I rather reckon that my forebears – and many other people to the present day – have struggled far greater for an invigorated democracy. And I doubt that they would have regarded what we have now as much more than a parasitical burden on it; a cargo to be jettisoned.
For just what does the existing state of affairs have to offer us in our lifetimes except more of the same?
And what does that encourage? The kind of despondency, defeatism and alienation by which they ensure their continuity.
This is not what politics is all about. It is not something that should be defined on the careerist terms of those who seek office above us. Rather, it should be a language of our own writing.
That means doing far more of what we are best at – having the confidence to protest in either the smallest or greatest number. Doing more of what those students in Plymouth did this week. They made a difference in practical and symbolic terms. They roused others. And out of that something more can grow.

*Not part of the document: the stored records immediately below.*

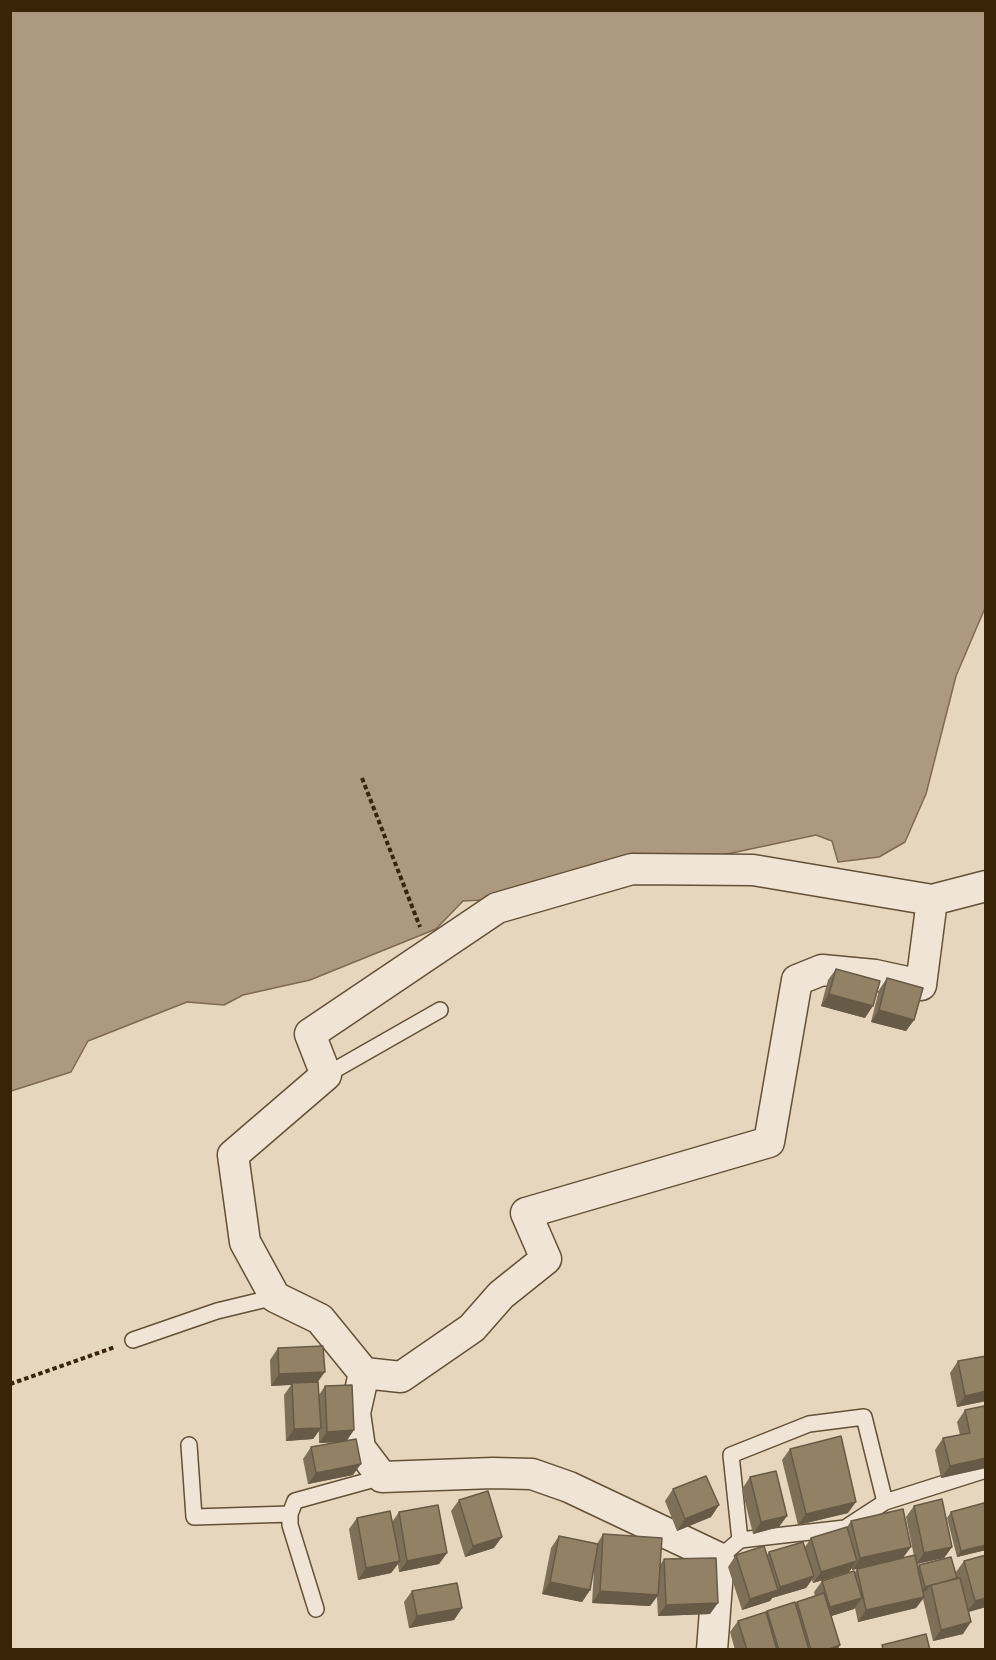 <!DOCTYPE html>
<html>
<head>
<meta charset="utf-8">
<style>
	body { margin:0 }
	#map { position:relative; width:996px; height:1660px; overflow:hidden; background:#e7d6be; font-family:"Libre Caslon Text",serif }
	canvas { display:block }
	.frame { position:absolute; inset:0; border:12px solid #392407; pointer-events:none }
</style>
</head>
<body>
<div id="map">
<canvas width="996" height="1660"></canvas>
<div class="frame"></div>
</div>
<script>
const c = document.querySelector('canvas').getContext('2d');
c.lineJoin = 'round';
function fill(path, color) { c.fillStyle = color; c.fill(path, 'evenodd'); }
function stroke(path, color, width, dash) { c.strokeStyle = color; c.lineWidth = width; c.lineCap = dash ? 'butt' : 'round'; c.setLineDash(dash || []); c.stroke(path); }
const water = new Path2D(`
	M10,11h975v597l-29,68 -30,118 -21,48 -26,15 -41,5 -6,-21 -16,-6 -294,63 -59,3 -27,28 -126,51 -67,15 -19,10 -37,-3 -99,39 -17,31 -60,19z`);
fill(water, '#ac9980');
stroke(water, '#7e6a50', 1.5);
const service = new Path2D(`
	M326,1075l114,-65
	M133,1340l84,-29 58,-14
	M189,1445l5,72 96,-3
	M740,1540l105,-12 40,-26
	M719,1558l21,-18 -9,-85 78,-31 55,-7 21,85 101,-32
	M316,1609l-26,-84v-11l5,-13 87,-24`);
const minor = new Path2D(`
	M364,1373l37,4 71,-49 29,-33 45,-36 -20,-46 243,-71 28,-162 25,-10 53,5 46,10 11,-85
	M712,1650l7,-92 -150,-71 -37,-13 -39,-1 -111,4 -22,-29 -5,-35 9,-40 -44,-54 -45,-22 -30,-55 -12,-87 93,-80 -16,-41 187,-126 135,-39 121,1 179,30 54,-14`);
stroke(service, '#645035', 18);
stroke(minor, '#645035', 33);
stroke(new Path2D(`
	M362,778l58,149
	M10,1384l105,-37`), '#392407', 4, [4.5, 3]);
stroke(service, '#efe4d5', 15);
stroke(minor, '#efe4d5', 30);
fill(new Path2D(`
	M836,969l29,49 -44,-12 7,-26z
	M887,978l27,42 -8,11 -35,-9 8,-32z
	M278,1348l40,34 1,13 6,-9 22,54 6,35 -45,9 -5,-25 8,-12 25,-5 -17,1v-12l-6,8 -27,2 -2,-46 7,-10 -20,1 -1,-26z
	M958,1361l28,40 -29,6 -7,-34z
	M965,1410l21,58 -45,10 -6,-28 8,-12 17,-3 -3,-13z
	M790,1449l58,64 -50,12 -16,-65z
	M750,1477l29,50 -26,7 -11,-45z
	M673,1489l46,16 -8,12 -34,14 -12,-30z
	M459,1500l35,48 -29,9 -14,-46z
	M914,1506l38,41 -8,11 -27,6 1,3 1,-2 38,13 -1,-6 8,-11 22,-6v52l-17,5 -6,22 -30,7 -10,-42 -7,9 -58,14 -3,-14 -1,1 -23,7 9,29 -3,5h-102l-5,-18 8,-11 28,-8 1,-2 28,-7 2,-2 18,-6 -1,-4 8,-11 33,-9 2,-3 21,-5 -26,6v-2l-3,4 -36,11 -1,-3 -6,8 -34,10 -2,3 -28,9 -14,-43 8,-12h31l2,-3 36,-5 6,-9 36,-11 4,-6 53,37 10,-2 -8,-39z
	M986,1509v41l-29,7 -10,-39 4,-6z
	M399,1512l48,41 -8,11 -40,8 -1,-8 -7,9 -33,7 -9,-51 8,-11 35,4z
	M603,1534l57,31 4,-6 46,55 -52,2 -1,-19 -7,9 -58,-3 2,-34 -4,21 -8,12 -40,-8 9,-46 8,-12 38,8z
	M412,1591l50,17 -8,12 -45,8 -5,-26z`), '#7e6f58');
fill(new Path2D(`
	M829,994l44,12 -8,12 -44,-12z
	M879,1010l35,10 -8,11 -35,-9z
	M325,1372l-8,11 -46,3 8,-12z
	M986,1391v10l-29,6 8,-11z
	M321,1428l-8,11 -27,2 8,-12z
	M354,1430l-8,12 -27,1 8,-11z
	M986,1458v10l-45,10 9,-12z
	M361,1464l-8,11 -45,9 8,-11z
	M856,1502l-8,11 -50,12 8,-11z
	M719,1505l-8,12 -34,14 8,-12z
	M787,1516l-8,11 -26,7 8,-12z
	M502,1537l-8,11 -29,9 8,-11z
	M986,1545v5l-29,7 4,-6z
	M911,1547l-8,11 -51,12 8,-12z
	M952,1547l-8,11 -28,6 8,-11z
	M447,1553l-8,11 -40,8 8,-11z
	M400,1561l-9,12 -33,7 8,-12z
	M857,1561l-8,11 -36,11 8,-11z
	M814,1576l-8,12 -34,10 8,-11z
	M550,1582l40,8 -8,12 -40,-8z
	M930,1585l-4,6 -6,1 5,-5z
	M778,1590l-8,11 -28,9 8,-11z
	M600,1591l58,4 -8,11 -58,-3z
	M924,1597l-8,11 -58,14 8,-12z
	M862,1598l-8,11 -32,10 8,-12z
	M986,1598v9l-19,5 8,-11z
	M718,1603l-8,11 -52,2 8,-11z
	M462,1608l-8,12 -45,8 8,-12z
	M971,1622l-8,12 -30,7 8,-11z
	M840,1645l-3,5h-11z`), '#675a47');
const building = new Path2D(`
	M836,969l44,12 -7,25 -44,-12z
	M887,978l36,10 -9,32 -35,-10z
	M323,1346l2,26 -46,2 -1,-26z
	M986,1356v35l-21,5 -7,-35z
	M318,1382l3,46 -27,1 -2,-46z
	M352,1385l2,45 -27,2 -2,-46z
	M984,1406l2,8v44l-36,8 -7,-28 27,-5 -5,-23z
	M841,1436l15,66 -50,12 -16,-65z
	M356,1439l5,25 -45,9 -5,-26z
	M776,1471l11,45 -26,6 -11,-45z
	M706,1476l13,29 -34,14 -12,-30z
	M488,1491l14,46 -29,9 -14,-46z
	M942,1499l10,48 -28,6 -10,-47z
	M984,1503l2,6v36l-25,6 -10,-39z
	M438,1505l9,48 -40,8 -8,-49z
	M903,1509l8,38 -51,11 -9,-37z
	M390,1511l10,50 -34,7 -9,-50z
	M847,1527l10,34 -36,11 -10,-34z
	M603,1534l59,4 -4,57 -58,-4z
	M559,1536l39,8 -8,46 -40,-8z
	M803,1542l11,34 -34,11 -11,-35z
	M764,1546l14,44 -28,9 -14,-44z
	M915,1555l9,42 -58,13 -9,-41z
	M986,1555v43l-11,3 -11,-40z
	M951,1557l6,21 -32,9 -6,-22z
	M716,1558l2,45 -52,2 -2,-46z
	M854,1571l8,27 -32,9 -8,-26z
	M960,1578l11,44 -30,8 -10,-45z
	M457,1583l5,25 -45,8 -5,-25z
	M824,1593l16,52 -14,5h-15l-14,-48z
	M795,1602l14,48h-30l-12,-39z
	M766,1612l11,38h-30l-9,-29z
	M926,1634l4,16h-47l-1,-5z`);
fill(building, '#938166');
stroke(building, '#675a47', 1.5);
</script>
</body>
</html>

Vote, if you like, at the polls, but whatever you do – always vote with your feet.
- Neil Young, Western Morning News
nyoung@westernmorningnews.co.uk
Friday 27 February 2009
4th day - Victory!
Our achievements are as follows;
- The University of Plymouth will set up a humanitarian scholarships scheme, for students that for reasons of war, natural disaster or other calamity, are unable to continue to study at their home university. This will be a yearly recurring scheme, and the first 6 scholarships will be offered specifically to students of University of Gaza for the next academic year.
- The University of Plymouth will work with the other 30+ occupied universities to send aid and surplus materials to Gaza as a collective.

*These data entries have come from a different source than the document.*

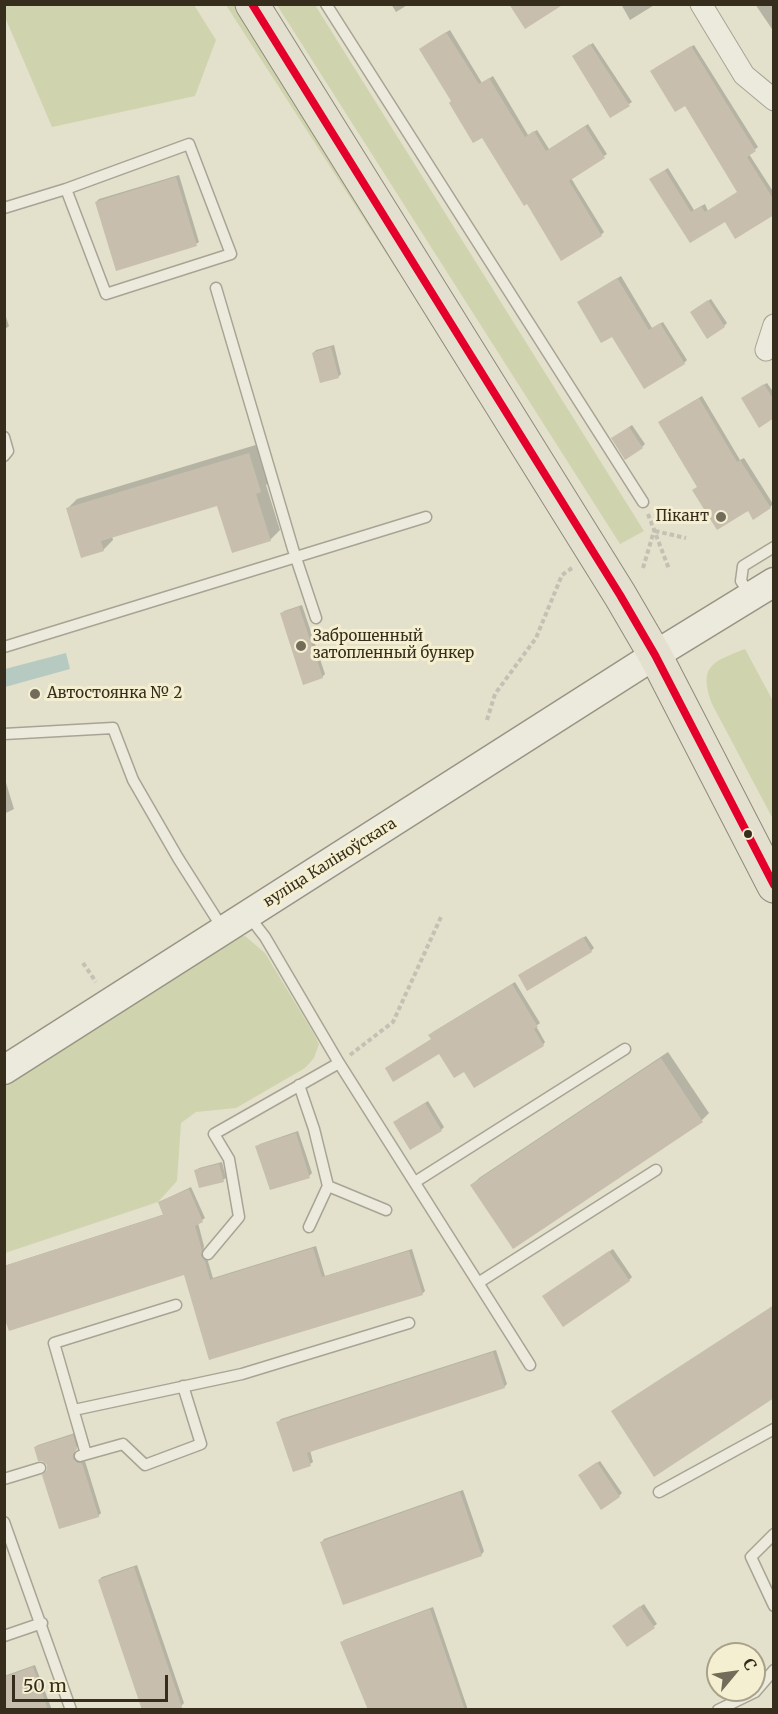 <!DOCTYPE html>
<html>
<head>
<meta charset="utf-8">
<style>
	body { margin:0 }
	#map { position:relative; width:778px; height:1714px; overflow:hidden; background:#e3e0cc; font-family:Merriweather,serif }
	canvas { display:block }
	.frame { position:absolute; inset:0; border:6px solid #372d1d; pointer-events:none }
	.north { position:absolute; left:706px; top:1642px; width:60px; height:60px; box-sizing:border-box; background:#f5efd1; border:2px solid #a9a189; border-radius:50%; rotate:61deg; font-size:16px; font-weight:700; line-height:24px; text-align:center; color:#372d1d }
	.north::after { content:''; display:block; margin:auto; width:21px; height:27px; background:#736c5a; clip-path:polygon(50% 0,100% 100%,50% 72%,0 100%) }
	.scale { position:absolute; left:12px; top:1675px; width:156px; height:27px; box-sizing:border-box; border:3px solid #372d1d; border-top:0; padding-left:8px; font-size:18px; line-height:21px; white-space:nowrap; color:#372d1d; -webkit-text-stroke:4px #f5efd1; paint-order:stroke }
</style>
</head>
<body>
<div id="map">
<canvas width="778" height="1714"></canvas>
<div class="frame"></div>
<div class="north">С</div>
<div class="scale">50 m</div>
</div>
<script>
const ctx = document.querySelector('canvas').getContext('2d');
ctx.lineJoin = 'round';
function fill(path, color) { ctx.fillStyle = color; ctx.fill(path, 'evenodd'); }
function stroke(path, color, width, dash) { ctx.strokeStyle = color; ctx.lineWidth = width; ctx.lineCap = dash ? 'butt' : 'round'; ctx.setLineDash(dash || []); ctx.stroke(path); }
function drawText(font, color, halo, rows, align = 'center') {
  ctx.font = font + ' Merriweather,serif'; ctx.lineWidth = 6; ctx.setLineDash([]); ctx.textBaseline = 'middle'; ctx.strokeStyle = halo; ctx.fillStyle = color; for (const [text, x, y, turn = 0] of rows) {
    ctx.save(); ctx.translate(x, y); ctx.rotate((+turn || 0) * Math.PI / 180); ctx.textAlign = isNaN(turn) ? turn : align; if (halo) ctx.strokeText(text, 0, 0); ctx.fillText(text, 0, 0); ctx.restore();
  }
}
fill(new Path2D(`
	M4,5H194L216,40L195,96L52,127L5,17Z
	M226,5H238L406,268L398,272Z
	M277,5H315L644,531L620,544Z
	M745,649L773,701V819L712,704C698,666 712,662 745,649Z
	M245,936L265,953L314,1034L319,1044L314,1058L305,1068L236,1108L196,1112L181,1123L177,1181L158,1202L5,1253V1081L230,937Z`), '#cfd4ae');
fill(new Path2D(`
	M66,653L70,669L5,687V669Z`), '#b7cac1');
fill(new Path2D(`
	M391,4H409L396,12Z
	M621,4H656L630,20Z
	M755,4H774V32Z
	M450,30L482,83L493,76L528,135L537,130L549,149L588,124L607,154L571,178L604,232L601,235L527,202L482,136L453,101L424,46Z
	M593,43L632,102L610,116L573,56Z
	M694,45L758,147L749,154L774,193V213L725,220L690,241L654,177L668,168L694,210L705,204L708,211L739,192L685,104L655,68Z
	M179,175L199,242L196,244L96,202L99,199Z
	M621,276L652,328L663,322L687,360L684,363L613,334L581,300Z
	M711,299L727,323L724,326L695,309Z
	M4,311L9,326L4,330Z
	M334,345L341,374L338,377L313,353L316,350Z
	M767,383L774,393V417L745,396Z
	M702,396L740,460L744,458L773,504L770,507L748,509L698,486L662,420Z
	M632,425L645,444L642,447L616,436Z
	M259,444L270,481L266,485L280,530L270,540L218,504L112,536L113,540L103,550L68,508L77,499Z
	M302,605L325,674L322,677L281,614L284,611Z
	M4,776L14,809L4,814Z
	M586,936L594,948L591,951L522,973Z
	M515,982L540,1023L536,1026L545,1042L543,1045L465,1070L432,1039L433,1032Z
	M668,1052L709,1113L702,1120L513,1247L472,1185L479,1178Z
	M428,1101L444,1127L441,1130L398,1119Z
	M298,1131L312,1173L309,1176L257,1147L260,1144Z
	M222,1162L226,1178L223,1180L196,1170L199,1168Z
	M191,1187L205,1218L198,1223L204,1246L203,1253L207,1258L213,1278L316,1246L325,1276L412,1249L425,1291L422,1294L210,1359L185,1273L4,1312V1266L165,1214L159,1202Z
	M613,1249L632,1277L629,1280L546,1294Z
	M496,1350L507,1384L504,1387L310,1450L313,1462L310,1464L278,1422L281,1419Z
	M75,1433L79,1445L75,1449V1455L81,1461H85L101,1513L98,1516L49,1471L48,1465L35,1447L38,1445Z
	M600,1461L622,1493L619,1496L583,1472Z
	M463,1490L484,1551L482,1554L344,1603L322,1542L324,1539Z
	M137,1565L184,1703L181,1706L99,1580L102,1577Z
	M644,1604L657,1624L628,1645L617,1623Z
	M433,1607L468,1710H369L341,1643L344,1640Z
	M35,1665L52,1710H6L4,1676Z`), '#0003');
fill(new Path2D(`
	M509,4H564L525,29Z
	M446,32L479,84L489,78L525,137L534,131L546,151L585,126L605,158L569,181L602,236L561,261L527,204L524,206L482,138L473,143L449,103L451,101L419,49Z
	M590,44L630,106L610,118L572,56Z
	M691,46L756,151L747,157L774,200V215L735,239L725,222L690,243L649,179L665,170L691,212L701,206L705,212L737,192L685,106L675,112L650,71Z
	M176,177L197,246L116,271L95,202Z
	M617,278L649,330L660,323L685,364L644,389L612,337L601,343L577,302Z
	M708,300L725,327L707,339L690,312Z
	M331,347L339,378L320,383L312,353Z
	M764,384L774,400V418L759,428L741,398Z
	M699,398L737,462L740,460L771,508L753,520L748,511L717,530L692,490L697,487L658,422Z
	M629,427L643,448L625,460L611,438Z
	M249,453L261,492L256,494L271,541L232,553L217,506L101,541L104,551L81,558L66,508Z
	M299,607L323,678L303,685L280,613Z
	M583,937L592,952L527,991L518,975Z
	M512,984L538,1027L534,1029L544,1046L474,1088L464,1072L454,1078L439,1054L393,1082L385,1068L431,1039L428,1035Z
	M661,1058L703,1122L513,1249L470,1185Z
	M425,1103L442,1131L410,1150L393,1122Z
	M296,1133L310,1178L270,1190L255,1146Z
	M219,1164L224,1182L199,1188L194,1170Z
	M189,1189L203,1222L195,1226L202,1250L201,1256L205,1261L210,1280L313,1248L322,1277L409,1251L423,1295L209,1360L184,1275L9,1331L4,1317V1266L163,1215L158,1202Z
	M609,1251L630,1281L563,1327L542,1296Z
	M774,1305V1398L654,1477L611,1411Z
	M493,1352L505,1388L307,1453L311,1466L293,1472L276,1422Z
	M73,1435L77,1449L73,1454V1459L78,1463H82L99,1517L59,1529L42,1475L47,1470V1465L42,1461H38L34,1447Z
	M597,1462L620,1497L601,1510L578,1475Z
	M460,1492L482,1556L343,1605L320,1542Z
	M134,1567L183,1710H142L98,1580Z
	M640,1606L655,1628L627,1647L612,1626Z
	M430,1609L465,1710H368L340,1642Z
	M33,1667L48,1710H4V1677Z`), '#c7bead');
const lane = new Path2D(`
	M326,4L643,502
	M4,208L66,189L189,144L231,254L106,294L66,189
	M216,288L293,549L316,618
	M4,437L8,451L4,456
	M751,596L741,581L743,566L774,547
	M4,647L426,517
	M4,734L113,728L133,780L178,858L223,929
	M248,915L265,937L339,1063L530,1365
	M299,1085L314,1129L328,1186L309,1227
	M415,1182L625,1049
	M328,1186L386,1210
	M208,1254L239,1217L229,1159L214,1134L339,1063
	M478,1283L656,1170
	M74,1410L242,1374L409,1323
	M86,1454L54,1343L176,1305
	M80,1456L123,1444L145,1465L201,1444L183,1386
	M4,1479L40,1468
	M659,1492L774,1429
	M4,1522L71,1710
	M774,1534L751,1557L774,1606
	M4,1636L42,1623
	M718,1710L755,1692L774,1670`);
const street = new Path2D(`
	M701,4L744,75L774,100
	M766,350L774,325`);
const secondary = new Path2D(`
	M4,1070L655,655L774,582`);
const primary = new Path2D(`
	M252,4L620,595L655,655L774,886`);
stroke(lane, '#a8a495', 13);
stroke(street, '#a8a495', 23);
stroke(secondary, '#989485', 31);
stroke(primary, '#8e8a7c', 35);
stroke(new Path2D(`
	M648,514L669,569
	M655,531L686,538
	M643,568L654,531
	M487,720L495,694L536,638L562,575L572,568
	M83,963L96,982
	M350,1055L393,1022L441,917`), '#c4c1b4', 4, [4.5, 3]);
stroke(lane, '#ece9dd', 10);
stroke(street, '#ece9dd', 21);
stroke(secondary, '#ece9dd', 28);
stroke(primary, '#e3e0cf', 33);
stroke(new Path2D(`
	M252,4L620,595L655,655L774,885`), '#e4002b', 8);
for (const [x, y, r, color] of [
	[721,517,6,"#736c5a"],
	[301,646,6,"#736c5a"],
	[35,694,6,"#736c5a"],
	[748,834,5,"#372d1d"]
]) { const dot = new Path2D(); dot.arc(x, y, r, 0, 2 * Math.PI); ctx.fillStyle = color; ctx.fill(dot); stroke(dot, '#f5efd1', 2); }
drawText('15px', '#372d1d', '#f5efd1', [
	["Пікант",709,517,"right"],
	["Заброшенный",313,637],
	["затопленный бункер",313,654],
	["Автостоянка № 2",47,694]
], 'left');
drawText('15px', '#372d1d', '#f5efd1', [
	["вуліца Каліноўскага",330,863,-32]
]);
</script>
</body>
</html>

- Delegates from the occupation along with members of the Students' Union will put forward their case for an ethical investment plan (something that the University of Plymouth currently does not have) in six weeks time. This will include ending links with BAE Systems and an on-campus boycott of Israeli goods.
- There will be no legal, financial, or academic measures taken against anyone involved in or supporting the occupation.
We're all very proud of our university for making these decisions so quickly and so reasonably. The next big thing for us is the ethical investments plan meeting in 6 weeks time, for which we'll be doing a lot of work.
We're incredibly grateful to anyone that supported our occupation, including those of other universities that sent messages of support and solidarity. Together we've dispelled the myth that we simply cannot make a difference.
In solidarity
Plymouth Occupying Students
Thursday 26 February 2009
Letter from Wendy Purcell, Vice-Chancellor
Another Response to the VC
We worked on a reply last night and sent it to the VC early this morning. Our reply is as follows:
Dear Professor Purcell
Re: University of Plymouth occupation in solidarity with Gaza
We would like to thank you for your signed agreement to offer surplus resources to Gaza University. However the occupying students still do not feel that the other proposals made by the institution sufficiently address the concerns raised. We feel that failure to speak out against human rights violations is implicitly a form of political statement. Silence does not amount to impartiality. We would ask again that discussion of this issue be brought to the Chief Executive’s Group for debate, and justifications are given for the decisions of that group, in the form of a public statement.
We recognise that one way we can influence the University’s investment policy is through the Sustainability Group and will do so via the Student Parliament and the next Ethical Investment Policy meeting. However we must express disappointment at the University’s lack of public disaffiliation with BAE Systems in particular given their strong industry links with BAE, and the fact that 236 of the 362 Israel Defence Forces F-16 jets were sold to the IDF by BAE systems, which were used in the recent UN-condemned attacks on Gaza. We also see this lack of disaffiliation as a political statement on behalf of the University.
Regarding the provision of scholarships, we commend the university, upon its proposed plans to establish a scheme for the provision of humanitarian scholarships. We would like to see a firm commitment from the university as to the specific number of scholarships to be offered, and feel that this should be no less than six fully funded scholarships. We also feel that given the urgent nature of the current situation in Gaza, the University of Plymouth should commit to offering these humanitarian scholarships to students from Gaza university in the 2009/2010 academic year.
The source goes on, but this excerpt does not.